I confess I was no more immune to this drunken haze than any other, and I fully admit to being swept up in his atmosphere. Perhaps it is the artist in me, or perhaps it is the quiet pining lover, but even as I was drawn into the invisible hurricane surrounding him, I found myself at its center, with him instead of with the whirlwinds he created in the party and the social fabric of England at large. I am not one to speak at great length without the mediator of a pen and paper, so instead I chose to watch and listen. I do not remember how I ended up at his side in the corner of the room, but I suppose it matters not, for as in the eye of a hurricane, everything else is drowned by the awe of the moment in its eternity.
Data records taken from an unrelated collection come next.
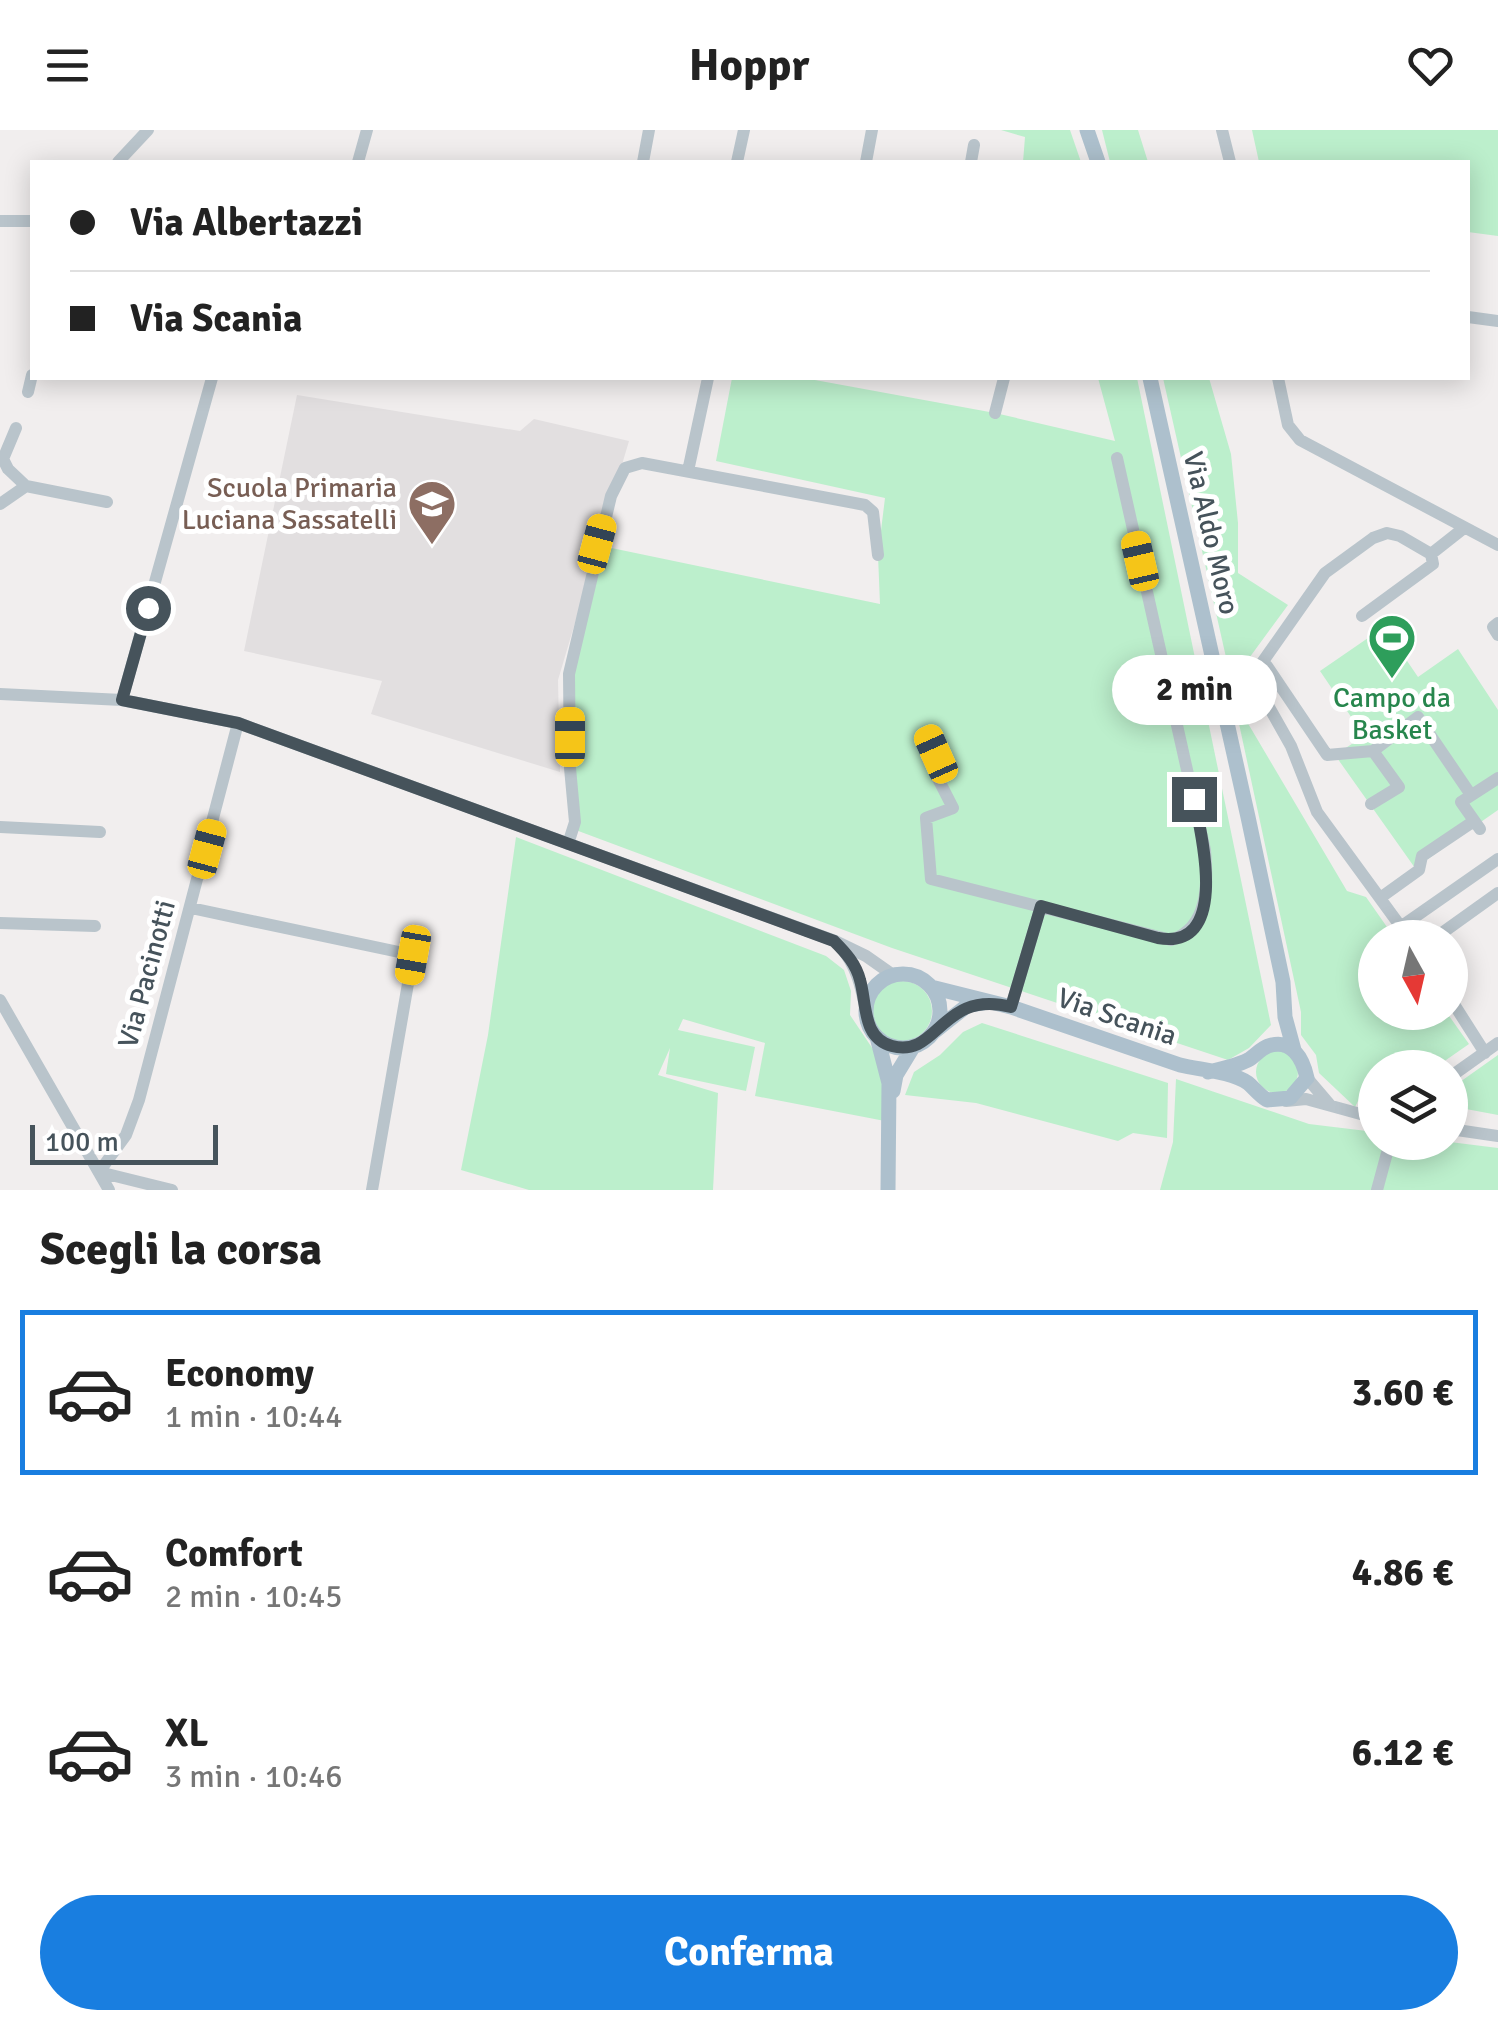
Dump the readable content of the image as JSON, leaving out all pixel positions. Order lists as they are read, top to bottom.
{
  "streets": {
    "main road": ["Via Aldo Moro", "Via Scania"],
    "street": ["Via Pacinotti"]
  },
  "crossings": [
    ["Via Aldo Moro", "Via Scania"],
    ["Via Pacinotti", "Via Scania"]
  ],
  "places": {
    "school or university": ["Scuola Primaria Luciana Sassatelli"],
    "sports": ["Campo da Basket"]
  },
  "scale_bar": "100 m",
  "north": "bottom",
  "page": {
    "header": "Hoppr",
    "banner": ["Via Albertazzi", "Via Scania"],
    "bubble": "2 min",
    "scale": "100 m",
    "heading": "Scegli la corsa",
    "list": [
      {
        "name": "Economy",
        "note": "1 min · 10:44",
        "value": "3.60 €"
      },
      {
        "name": "Comfort",
        "note": "2 min · 10:45",
        "value": "4.86 €"
      },
      {
        "name": "XL",
        "note": "3 min · 10:46",
        "value": "6.12 €"
      }
    ],
    "buttons": "Conferma"
  }
}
“You are like me,” he said in a voice so soft it would not have been heard save for the silence that we inhabited. I dared not reply for fear of breaking it. “We are both companions of suffering.”
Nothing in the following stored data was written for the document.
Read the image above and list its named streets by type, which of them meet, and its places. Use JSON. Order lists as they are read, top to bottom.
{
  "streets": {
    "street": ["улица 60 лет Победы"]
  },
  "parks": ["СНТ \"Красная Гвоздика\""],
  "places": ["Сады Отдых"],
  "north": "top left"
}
I did not know what he meant, but when he looked at me, I could see his own words reflected back at me in his eyes. “Behind every exquisite thing that existed, there was something tragic.” And with the pain I cannot speak that inks my pen and paints my roses crimson, I understood.

“Death must be so beautiful,” he whispered. “To lie in the soft brown earth, with the grasses waving above one’s head, and listen to silence. To have no yesterday, and no tomorrow. To forget time, to forgive life, to be at peace.”

I took his hand in mine, and said nothing. His hair seemed to shimmer a deep purple, and time slowed around us as tears rolled silently down his cheeks. “I, only I, must wander wearily, and bruise my feet, and drink wine salt with tears.”

“A bitter sorrow which predicates a luscious beauty, like nectar to the taste.”

My words must have surprised him, for he looked at me then with some unidentifiable emotion before his expression settled into something akin to amusement. Having said my piece, I remained silent.

“You know me,” he said, his eyes crinkling at the corners as he smiled, still shimmering with the sadness from the moments just before.

“I do, sir.” Though how I did remains a mystery even to me. Somehow, I saw him, and I knew him for the god that he was.

“No one has seen me so quickly for a very long time. You really are special.”

I don’t recall returning home that night. The rest of the evening blurs together in my mind, and all I can clearly recall is the sound of his laugh and the softness of his touch. What I did to earn a glimpse of the man behind the mask and the god behind the man will forever elude me. I never saw him again after that night, but sometimes, as I gaze at the glittering moon through the window of my bedroom, I pour myself a glass of wine, and I can hear him laugh.